**YOUR ASSIGNMENT**
Copy out each line of the data holding "stream".

++++++++++

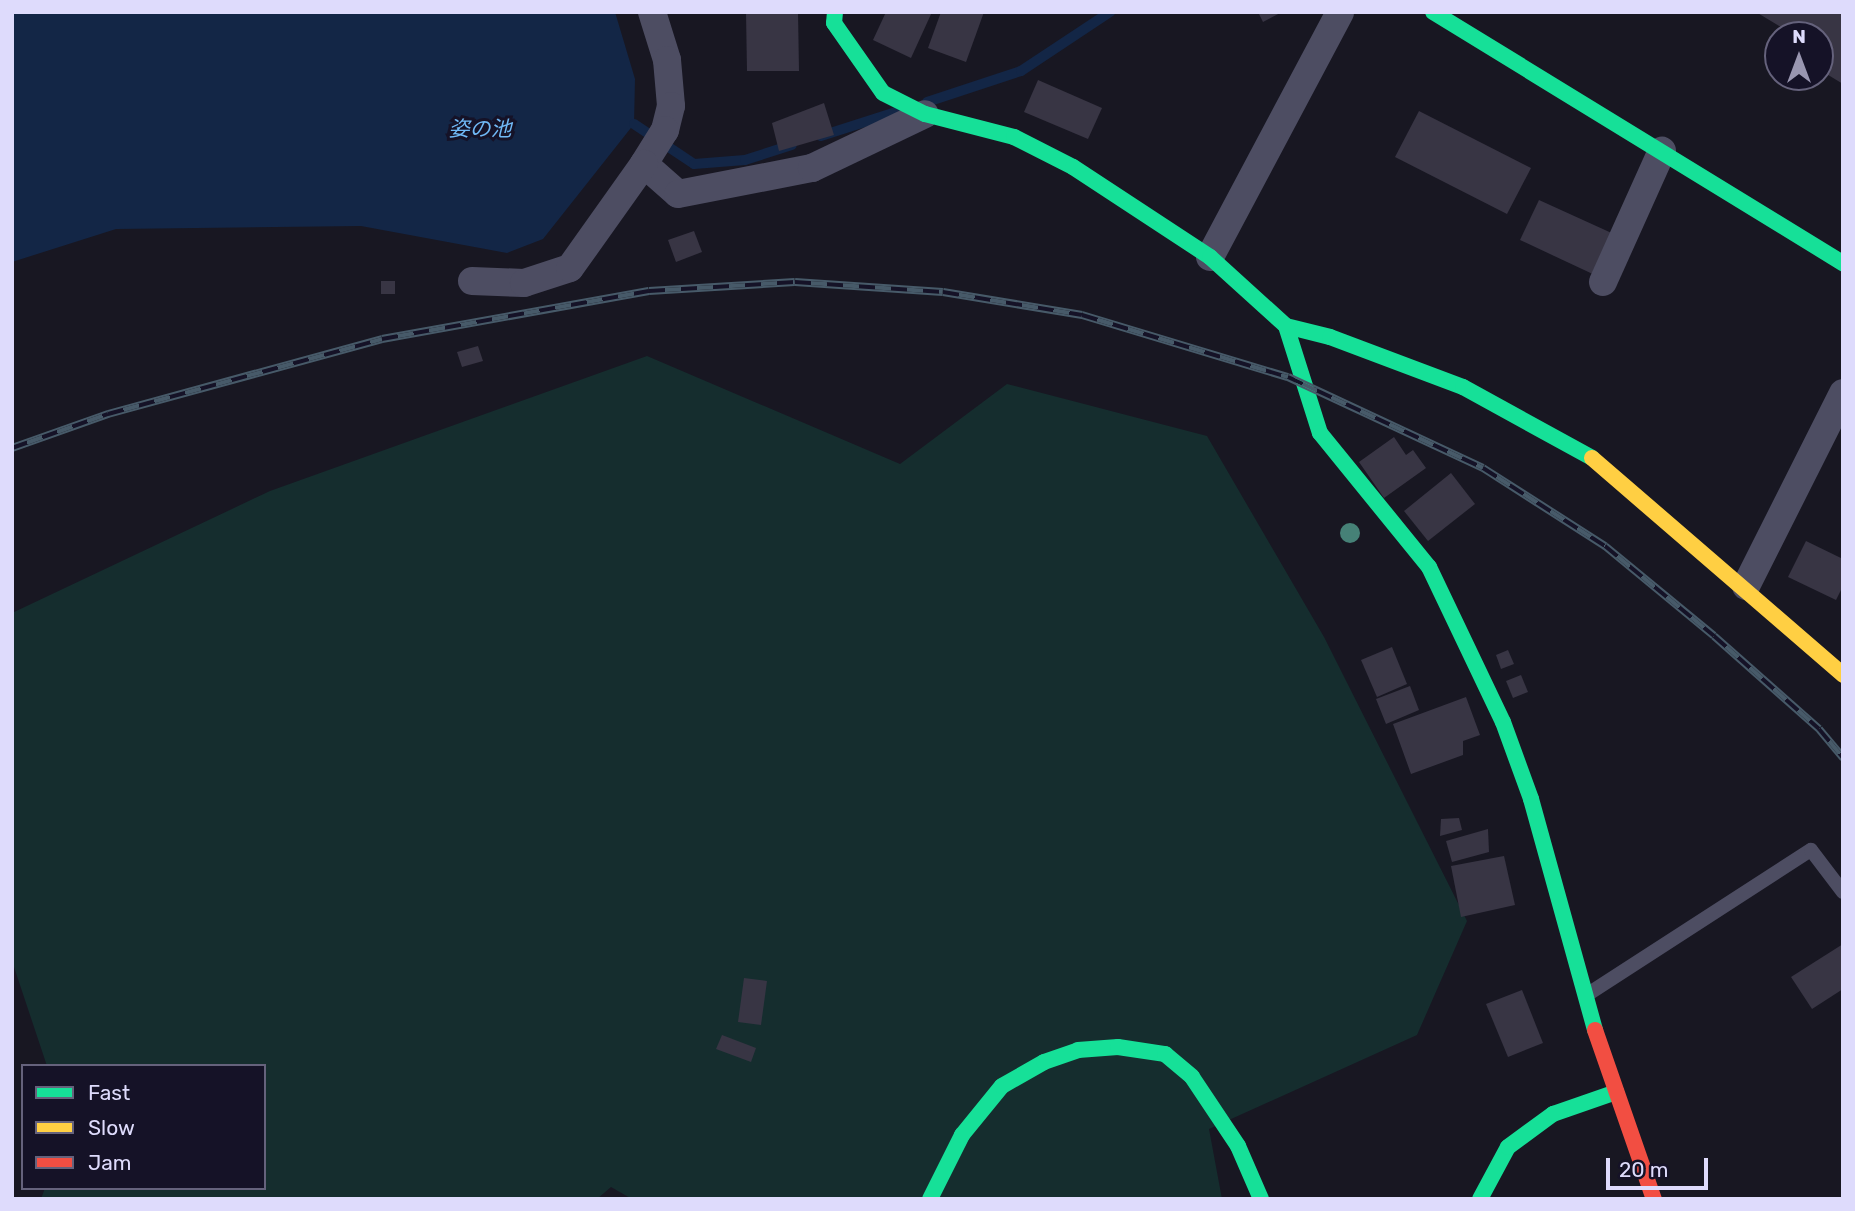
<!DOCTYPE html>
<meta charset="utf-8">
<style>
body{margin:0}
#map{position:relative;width:1855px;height:1211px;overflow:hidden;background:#181722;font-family:Rubik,"Noto Sans JP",sans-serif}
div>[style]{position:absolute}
.green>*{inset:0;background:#152d2e}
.water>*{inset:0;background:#132646}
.stream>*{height:10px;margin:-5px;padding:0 5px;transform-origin:5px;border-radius:5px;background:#132646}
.building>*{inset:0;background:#383544}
.lane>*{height:14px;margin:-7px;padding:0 7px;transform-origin:7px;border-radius:7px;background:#4d4d62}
.street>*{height:28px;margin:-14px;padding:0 14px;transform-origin:14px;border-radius:14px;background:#4d4d62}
.fast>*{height:16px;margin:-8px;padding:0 8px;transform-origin:8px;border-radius:8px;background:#16e098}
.slow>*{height:16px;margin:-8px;padding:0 8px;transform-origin:8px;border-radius:8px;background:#ffcf43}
.jam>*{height:16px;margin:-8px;padding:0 8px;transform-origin:8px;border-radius:8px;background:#f24e42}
.rail>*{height:8px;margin-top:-4px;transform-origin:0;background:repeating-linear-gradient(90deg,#151227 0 16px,#475a69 0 32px);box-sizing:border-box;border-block:2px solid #475a69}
.trees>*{width:20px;height:20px;margin:-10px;border-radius:50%;background:#468177}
span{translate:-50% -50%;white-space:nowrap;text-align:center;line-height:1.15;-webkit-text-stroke:6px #151227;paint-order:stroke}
.water-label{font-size:21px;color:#70b8f5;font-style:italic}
.frame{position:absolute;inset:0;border:14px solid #dedbfc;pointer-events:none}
.legend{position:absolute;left:21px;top:1064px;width:245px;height:126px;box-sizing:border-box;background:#151227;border:2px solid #65627c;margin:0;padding:9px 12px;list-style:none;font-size:21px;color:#dedbfc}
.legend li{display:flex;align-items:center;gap:14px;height:35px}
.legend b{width:35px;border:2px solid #65627c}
.north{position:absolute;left:1764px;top:21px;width:70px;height:70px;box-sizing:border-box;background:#151227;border:2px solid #65627c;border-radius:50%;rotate:0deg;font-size:19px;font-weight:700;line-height:28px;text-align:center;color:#dedbfc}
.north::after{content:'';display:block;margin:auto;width:24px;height:32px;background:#9996b0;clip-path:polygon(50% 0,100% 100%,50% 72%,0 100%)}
.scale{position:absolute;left:1606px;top:1158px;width:102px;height:32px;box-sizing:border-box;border:4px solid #dedbfc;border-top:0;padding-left:9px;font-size:21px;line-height:24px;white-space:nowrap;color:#dedbfc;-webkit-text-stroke:5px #151227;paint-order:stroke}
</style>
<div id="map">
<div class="green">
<i style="clip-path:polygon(647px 356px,900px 464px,1007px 384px,1207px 436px,1324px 637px,1467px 921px,1417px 1035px,1209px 1129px,1222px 1199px,632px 1199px,611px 1187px,597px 1199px,41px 1199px,45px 1188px,264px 1188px,264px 1066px,47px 1066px,12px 961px,12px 613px,270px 491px)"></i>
</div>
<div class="water">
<i style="clip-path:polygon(12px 12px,615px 12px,635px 79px,634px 124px,543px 239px,507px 253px,361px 226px,116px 229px,12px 262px)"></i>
</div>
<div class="stream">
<i style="left:927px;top:102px;width:99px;rotate:-18.3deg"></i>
<i style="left:1021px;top:71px;width:107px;rotate:-33.5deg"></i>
<i style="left:634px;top:124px;width:72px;rotate:33.7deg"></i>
<i style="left:694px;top:164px;width:51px;rotate:-4.5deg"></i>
<i style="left:745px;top:160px;width:49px;rotate:-17.7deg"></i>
<i style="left:821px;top:136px;width:82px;rotate:-17.8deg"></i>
</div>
<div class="building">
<i style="clip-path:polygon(746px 12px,798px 12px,799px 71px,747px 71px)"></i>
<i style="clip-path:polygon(886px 12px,932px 12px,911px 58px,873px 40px)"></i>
<i style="clip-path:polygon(941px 12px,984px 12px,966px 62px,928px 48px)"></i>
<i style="clip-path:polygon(1258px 12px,1282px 12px,1263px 22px)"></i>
<i style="clip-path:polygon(1756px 12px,1843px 12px,1843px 84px,1820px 70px,1820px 35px,1794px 35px)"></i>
<i style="clip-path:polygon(1038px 80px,1102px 108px,1088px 139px,1024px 112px)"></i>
<i style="clip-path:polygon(824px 103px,834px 135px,779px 151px,772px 123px)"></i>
<i style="clip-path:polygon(1419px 111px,1531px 168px,1507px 214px,1395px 157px)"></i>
<i style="clip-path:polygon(1539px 200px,1616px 235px,1597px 276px,1520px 240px)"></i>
<i style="clip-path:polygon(694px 231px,702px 252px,676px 262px,668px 240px)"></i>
<i style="clip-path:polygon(381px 281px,395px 281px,395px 294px,381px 294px)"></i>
<i style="clip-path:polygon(478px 346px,483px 361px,462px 367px,457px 352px)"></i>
<i style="clip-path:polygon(1394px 437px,1406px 455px,1413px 450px,1426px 468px,1384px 498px,1359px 462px)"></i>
<i style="clip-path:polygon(1451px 473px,1475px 504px,1428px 541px,1404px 511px)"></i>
<i style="clip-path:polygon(1806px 541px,1843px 559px,1843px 586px,1836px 600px,1788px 577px)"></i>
<i style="clip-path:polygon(1392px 647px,1407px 684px,1377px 697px,1361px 660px)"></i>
<i style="clip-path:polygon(1508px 650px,1514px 664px,1501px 669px,1496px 655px)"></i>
<i style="clip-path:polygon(1521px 675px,1528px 692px,1513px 698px,1506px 681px)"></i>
<i style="clip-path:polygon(1410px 686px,1419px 710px,1386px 724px,1376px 699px)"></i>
<i style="clip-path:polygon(1466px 697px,1480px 735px,1463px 741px,1463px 755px,1411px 774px,1393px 724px)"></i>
<i style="clip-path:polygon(1459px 818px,1462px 830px,1440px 836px,1441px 819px)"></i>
<i style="clip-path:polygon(1488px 829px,1489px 852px,1452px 862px,1446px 841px)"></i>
<i style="clip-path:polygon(1504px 856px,1515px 905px,1461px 917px,1451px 866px)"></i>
<i style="clip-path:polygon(1843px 944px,1843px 989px,1812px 1009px,1791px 977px)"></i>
<i style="clip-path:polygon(744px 978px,767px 981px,761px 1025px,738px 1022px)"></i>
<i style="clip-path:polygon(1522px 990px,1543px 1043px,1508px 1057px,1486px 1004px)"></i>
<i style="clip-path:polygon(722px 1035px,756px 1048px,751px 1062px,716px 1049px)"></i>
</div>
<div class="lane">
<i style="left:1585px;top:996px;width:269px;rotate:-32.9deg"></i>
<i style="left:1811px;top:850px;width:53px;rotate:52.7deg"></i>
</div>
<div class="street">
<i style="left:652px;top:12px;width:50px;rotate:72.6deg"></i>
<i style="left:667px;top:60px;width:46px;rotate:85deg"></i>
<i style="left:671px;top:106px;width:25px;rotate:104deg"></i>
<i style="left:665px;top:130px;width:40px;rotate:122deg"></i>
<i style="left:644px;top:164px;width:45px;rotate:41.4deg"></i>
<i style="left:678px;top:194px;width:136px;rotate:-11deg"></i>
<i style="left:812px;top:168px;width:125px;rotate:-25.5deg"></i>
<i style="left:1210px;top:257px;width:277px;rotate:-62deg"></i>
<i style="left:472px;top:281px;width:52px;rotate:2.2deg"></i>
<i style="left:524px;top:283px;width:48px;rotate:-18.1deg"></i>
<i style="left:570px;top:268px;width:128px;rotate:-54.6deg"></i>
<i style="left:1603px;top:282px;width:144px;rotate:-65.8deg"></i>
<i style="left:1746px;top:586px;width:216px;rotate:-63.3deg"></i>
</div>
<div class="fast">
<i style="left:835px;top:12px;width:11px;rotate:95deg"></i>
<i style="left:834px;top:23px;width:85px;rotate:55deg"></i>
<i style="left:883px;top:93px;width:47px;rotate:26.6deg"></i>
<i style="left:925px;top:114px;width:92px;rotate:14.5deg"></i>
<i style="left:1014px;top:137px;width:66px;rotate:27deg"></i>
<i style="left:1073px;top:167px;width:164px;rotate:33.3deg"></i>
<i style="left:1210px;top:257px;width:103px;rotate:42.2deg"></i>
<i style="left:1286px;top:326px;width:45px;rotate:14deg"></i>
<i style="left:1330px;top:337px;width:142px;rotate:20.6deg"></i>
<i style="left:1463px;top:387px;width:147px;rotate:28.8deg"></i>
<i style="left:1433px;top:12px;width:481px;rotate:31.5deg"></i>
<i style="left:1286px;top:326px;width:112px;rotate:72.4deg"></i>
<i style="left:1320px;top:433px;width:173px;rotate:50.9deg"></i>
<i style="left:1429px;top:567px;width:172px;rotate:64.5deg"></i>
<i style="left:1503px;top:722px;width:82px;rotate:70deg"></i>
<i style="left:1531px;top:799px;width:240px;rotate:74.5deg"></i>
<i style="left:930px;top:1199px;width:72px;rotate:-63.4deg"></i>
<i style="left:962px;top:1135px;width:63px;rotate:-50.8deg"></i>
<i style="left:1002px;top:1086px;width:48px;rotate:-29.7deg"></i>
<i style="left:1044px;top:1062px;width:36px;rotate:-19deg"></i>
<i style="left:1078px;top:1050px;width:40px;rotate:-4.3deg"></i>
<i style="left:1118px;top:1047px;width:48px;rotate:8.5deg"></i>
<i style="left:1165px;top:1054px;width:35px;rotate:40deg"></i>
<i style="left:1192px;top:1077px;width:83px;rotate:56.3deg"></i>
<i style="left:1238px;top:1146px;width:58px;rotate:66.5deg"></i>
<i style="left:1480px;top:1199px;width:59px;rotate:-61.7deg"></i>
<i style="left:1508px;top:1147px;width:56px;rotate:-36.3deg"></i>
<i style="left:1553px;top:1114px;width:67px;rotate:-19.2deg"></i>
</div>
<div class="slow">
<i style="left:1592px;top:458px;width:332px;rotate:40.8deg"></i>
</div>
<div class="jam">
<i style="left:1595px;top:1030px;width:179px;rotate:70.8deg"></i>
</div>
<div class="rail">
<i style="left:12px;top:448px;width:102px;rotate:-19.5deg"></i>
<i style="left:108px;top:414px;width:284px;rotate:-15.3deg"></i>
<i style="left:382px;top:339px;width:271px;rotate:-10.2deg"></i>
<i style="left:649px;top:291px;width:146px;rotate:-3.5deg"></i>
<i style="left:795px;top:282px;width:148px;rotate:3.9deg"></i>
<i style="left:943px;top:292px;width:141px;rotate:9.4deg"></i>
<i style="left:1082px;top:315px;width:215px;rotate:16.8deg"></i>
<i style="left:1288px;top:377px;width:215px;rotate:25deg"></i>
<i style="left:1483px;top:468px;width:145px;rotate:32.6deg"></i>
<i style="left:1605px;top:546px;width:141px;rotate:39.5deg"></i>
<i style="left:1714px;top:636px;width:140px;rotate:41.5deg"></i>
<i style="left:1819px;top:729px;width:38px;rotate:50deg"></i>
</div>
<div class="trees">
<i style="left:1350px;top:533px"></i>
</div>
<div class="water-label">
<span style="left:480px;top:129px">姿の池</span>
</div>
<div class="frame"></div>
<ul class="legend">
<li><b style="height:9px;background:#16e098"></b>Fast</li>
<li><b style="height:9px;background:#ffcf43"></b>Slow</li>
<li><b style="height:9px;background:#f24e42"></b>Jam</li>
</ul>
<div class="north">N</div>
<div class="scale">20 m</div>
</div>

++++++++++

**THE COMPLETED TASK**
.stream>*{height:10px;margin:-5px;padding:0 5px;transform-origin:5px;border-radius:5px;background:#132646}
<div class="stream">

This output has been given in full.